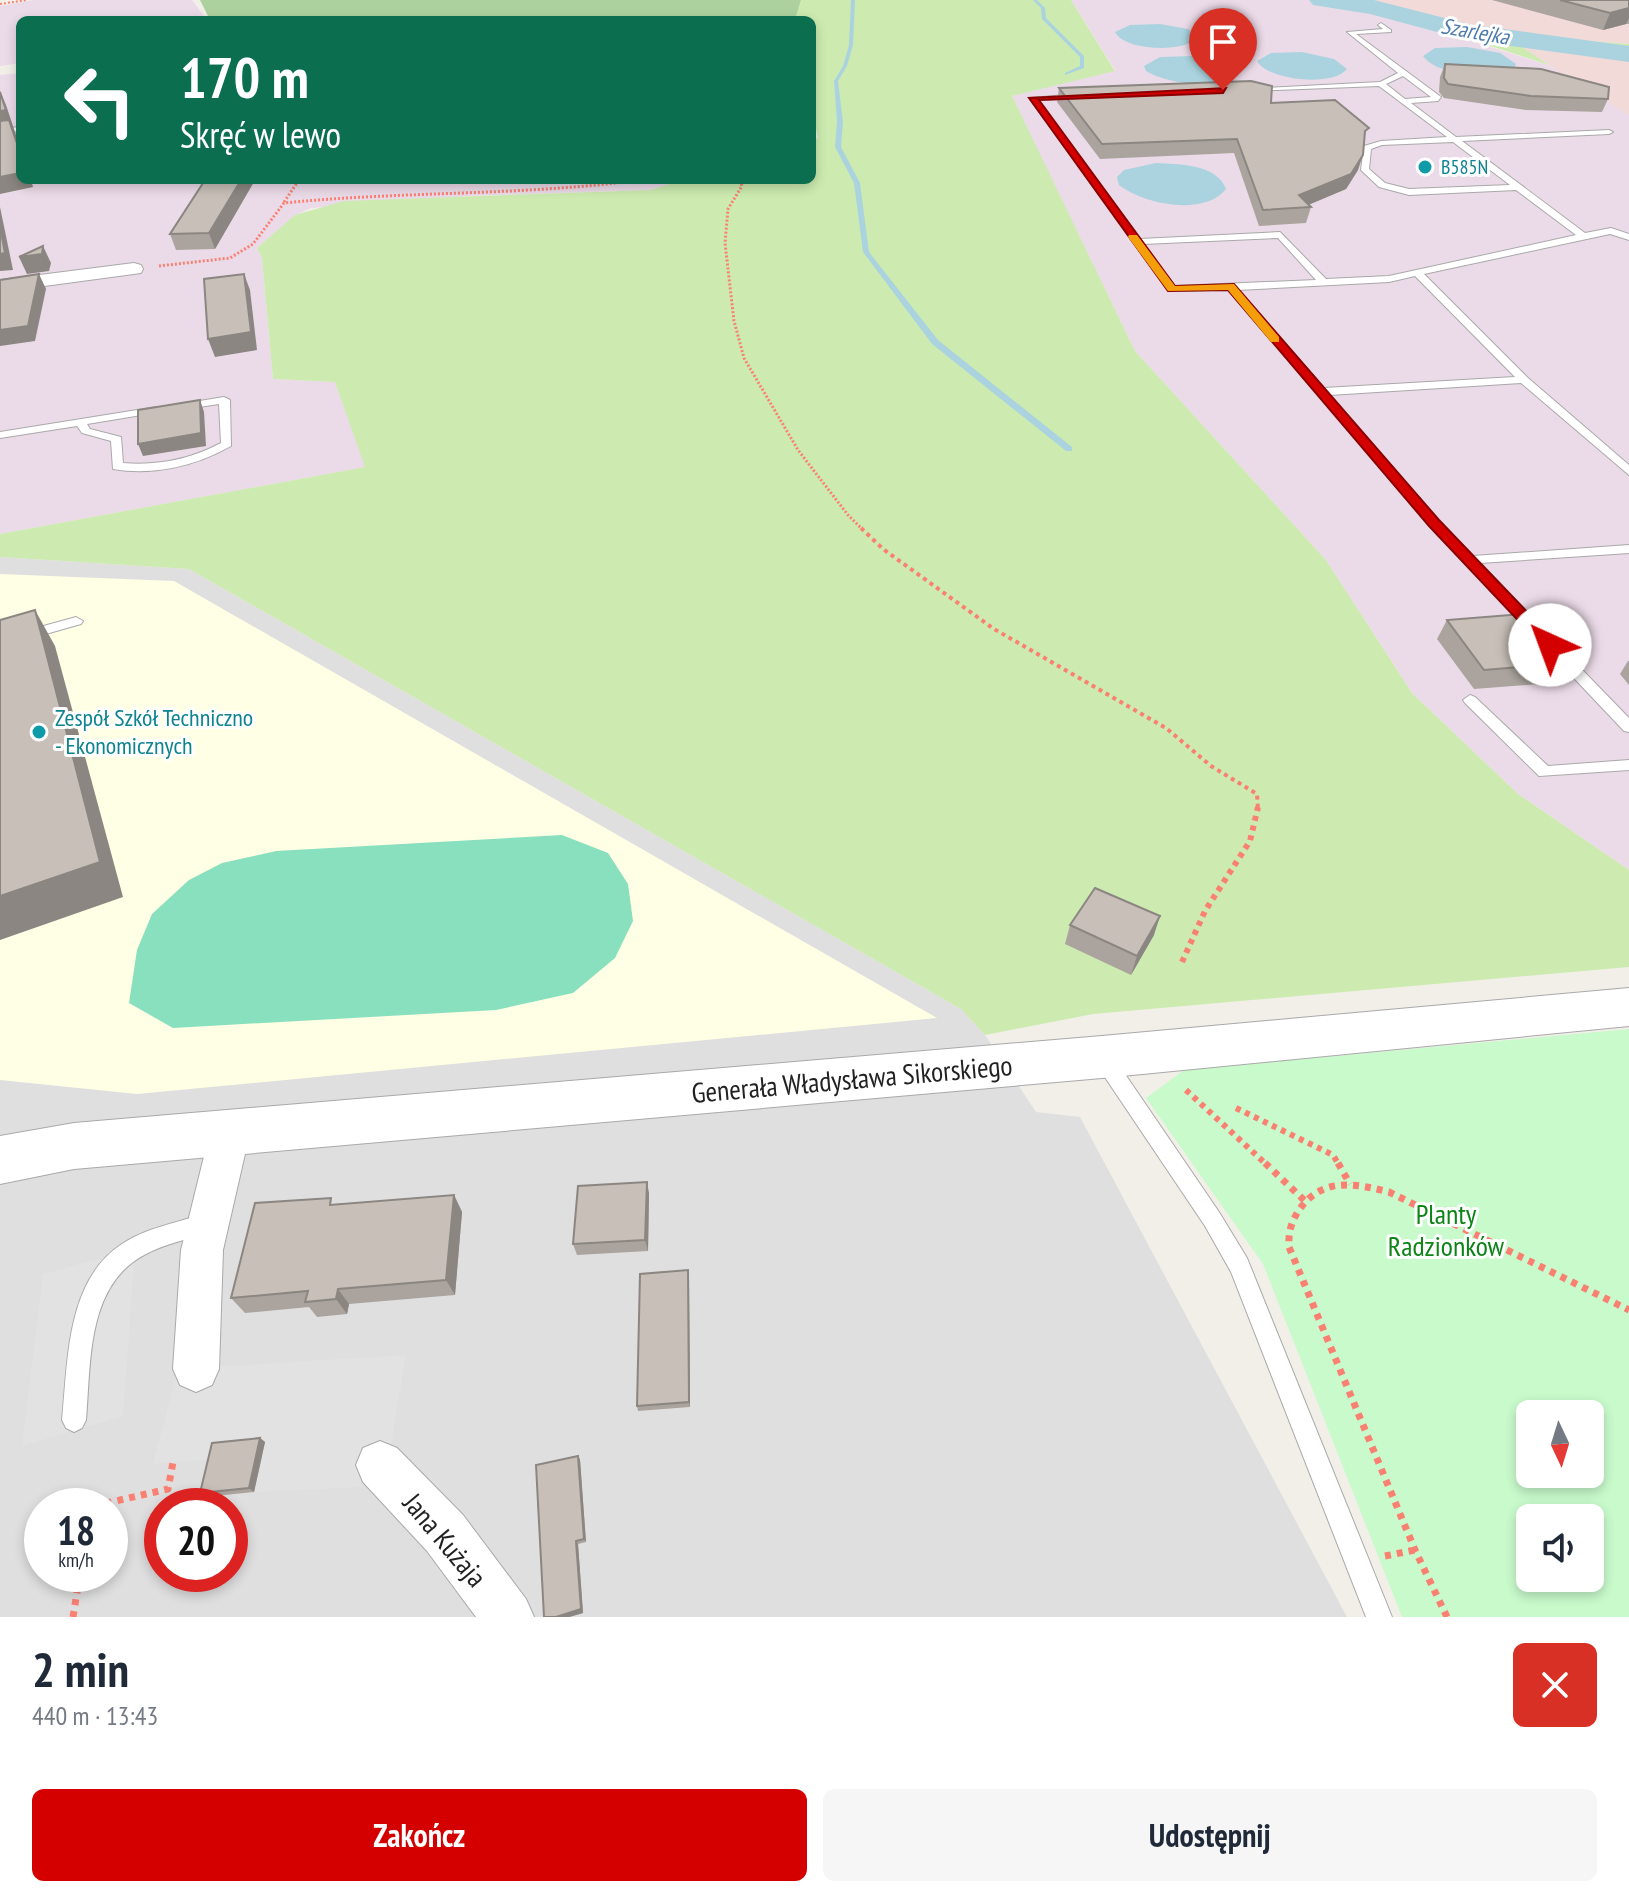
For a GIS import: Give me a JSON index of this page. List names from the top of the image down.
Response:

□ □ □ □ □

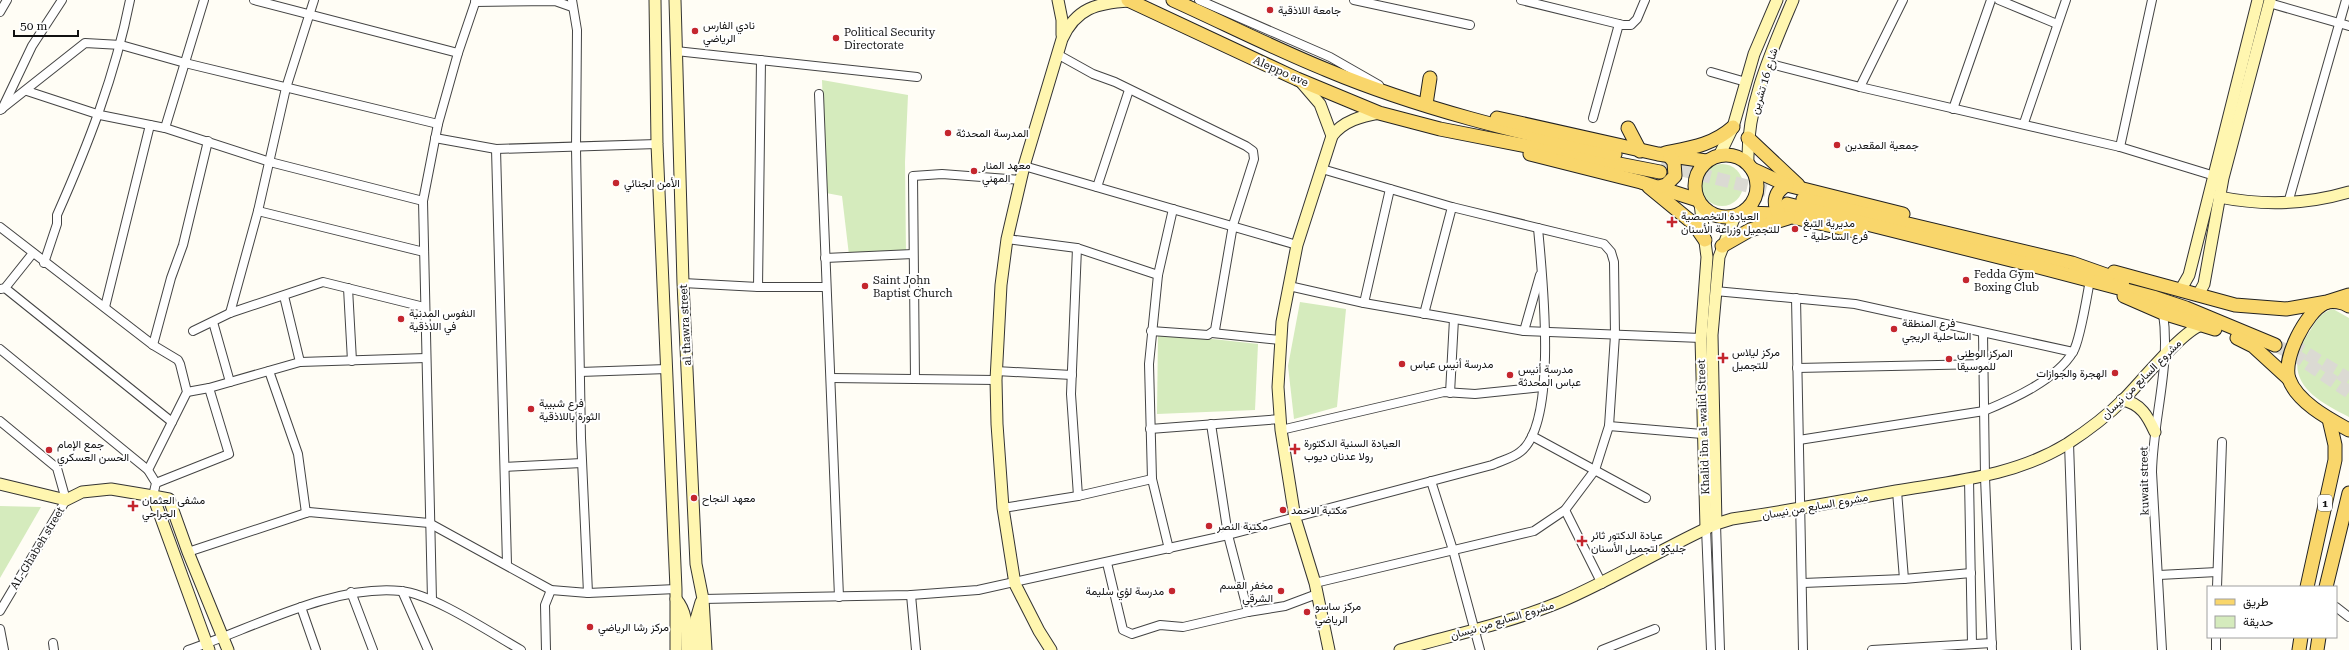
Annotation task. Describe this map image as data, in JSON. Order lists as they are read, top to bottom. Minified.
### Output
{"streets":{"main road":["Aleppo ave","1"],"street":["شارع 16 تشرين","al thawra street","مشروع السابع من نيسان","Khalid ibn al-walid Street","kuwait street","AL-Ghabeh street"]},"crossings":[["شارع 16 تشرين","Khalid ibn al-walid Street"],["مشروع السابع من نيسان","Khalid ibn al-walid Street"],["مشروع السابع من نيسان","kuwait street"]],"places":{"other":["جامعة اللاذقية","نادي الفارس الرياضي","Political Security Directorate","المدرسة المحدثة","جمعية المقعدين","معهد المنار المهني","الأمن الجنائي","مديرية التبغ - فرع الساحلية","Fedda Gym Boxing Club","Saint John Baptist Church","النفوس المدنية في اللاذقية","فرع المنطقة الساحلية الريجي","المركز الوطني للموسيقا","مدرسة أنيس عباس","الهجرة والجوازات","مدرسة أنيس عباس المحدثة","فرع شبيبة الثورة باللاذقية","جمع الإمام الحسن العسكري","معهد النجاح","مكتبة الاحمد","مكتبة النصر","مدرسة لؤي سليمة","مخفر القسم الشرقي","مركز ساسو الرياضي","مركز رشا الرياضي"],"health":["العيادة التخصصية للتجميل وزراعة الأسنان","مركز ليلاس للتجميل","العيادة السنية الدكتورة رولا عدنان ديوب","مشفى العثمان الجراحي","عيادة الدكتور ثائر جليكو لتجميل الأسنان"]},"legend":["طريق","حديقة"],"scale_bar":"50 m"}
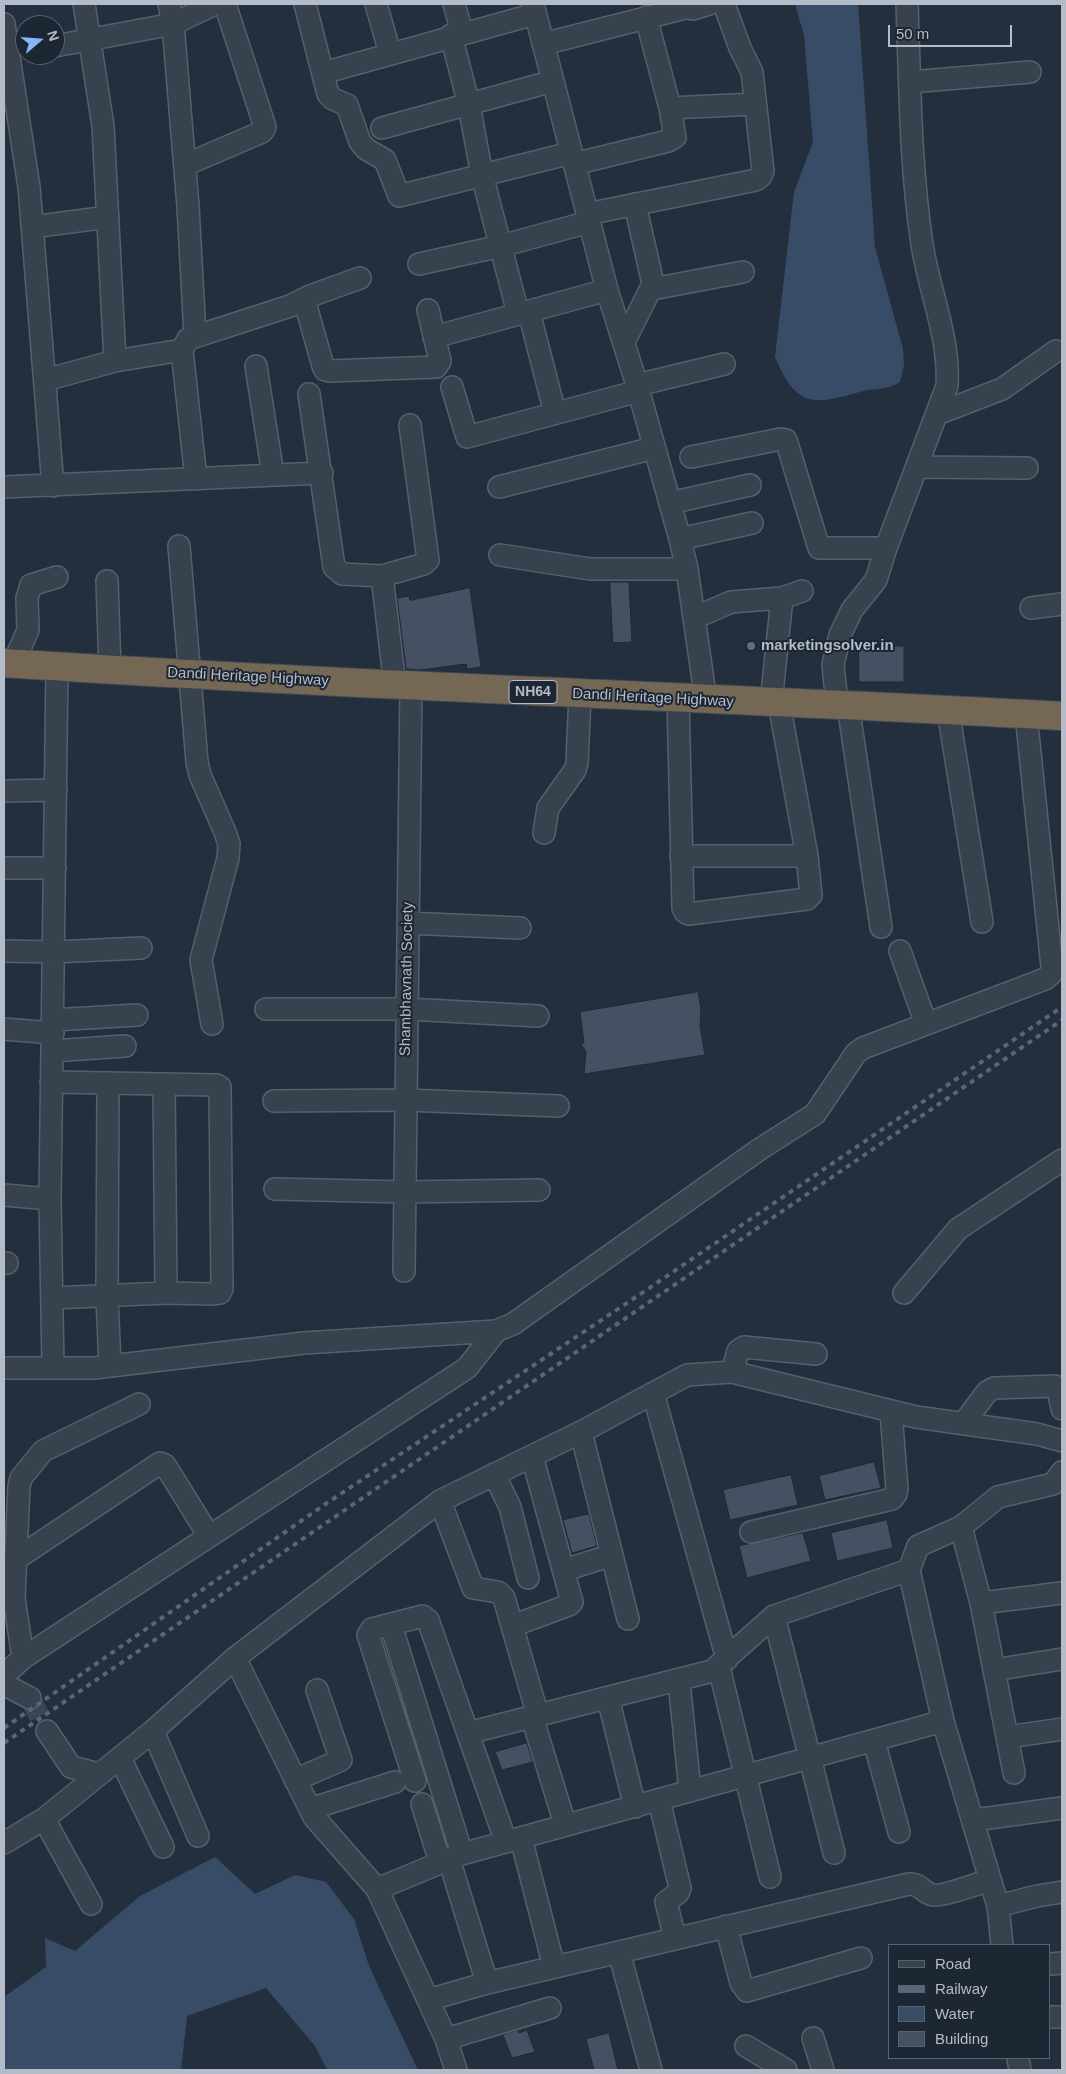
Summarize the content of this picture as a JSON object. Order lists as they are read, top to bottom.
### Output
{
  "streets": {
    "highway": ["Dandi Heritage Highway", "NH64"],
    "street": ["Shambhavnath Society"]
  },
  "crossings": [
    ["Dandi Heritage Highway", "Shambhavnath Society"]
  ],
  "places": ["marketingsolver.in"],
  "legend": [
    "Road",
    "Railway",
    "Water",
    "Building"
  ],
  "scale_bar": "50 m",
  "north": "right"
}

□ □ □ □ □

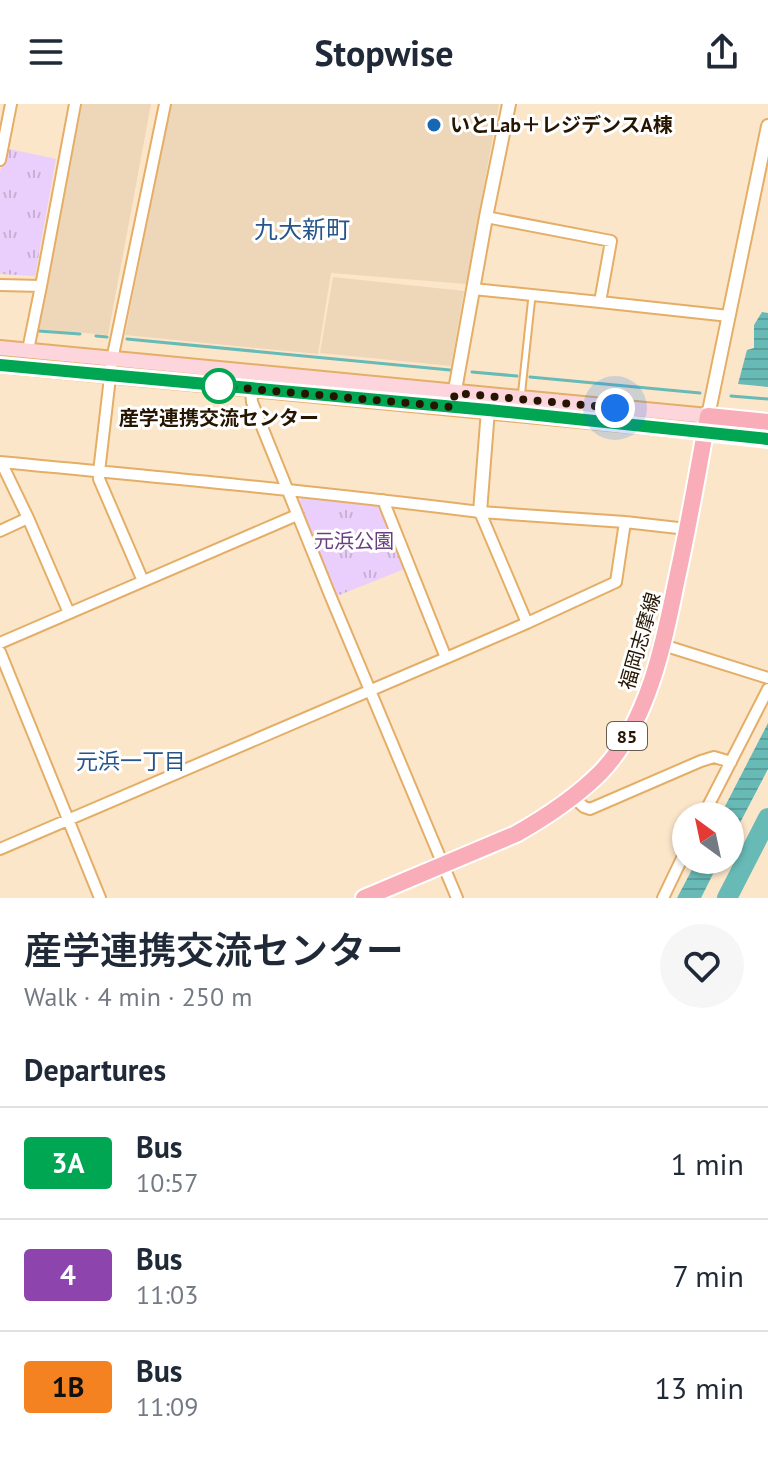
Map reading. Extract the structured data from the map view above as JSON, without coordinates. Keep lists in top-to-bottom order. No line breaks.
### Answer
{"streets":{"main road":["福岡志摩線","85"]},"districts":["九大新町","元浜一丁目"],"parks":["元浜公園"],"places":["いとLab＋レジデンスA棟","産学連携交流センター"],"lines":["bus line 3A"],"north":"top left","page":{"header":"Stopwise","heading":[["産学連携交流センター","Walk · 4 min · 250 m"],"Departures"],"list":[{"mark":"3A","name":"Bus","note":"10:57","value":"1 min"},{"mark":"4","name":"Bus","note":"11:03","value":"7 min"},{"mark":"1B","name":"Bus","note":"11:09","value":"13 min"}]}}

□ □ □ □ □

Count the lines of the listing above that contain the word "image", and give only the total.

Response to the exercise: 2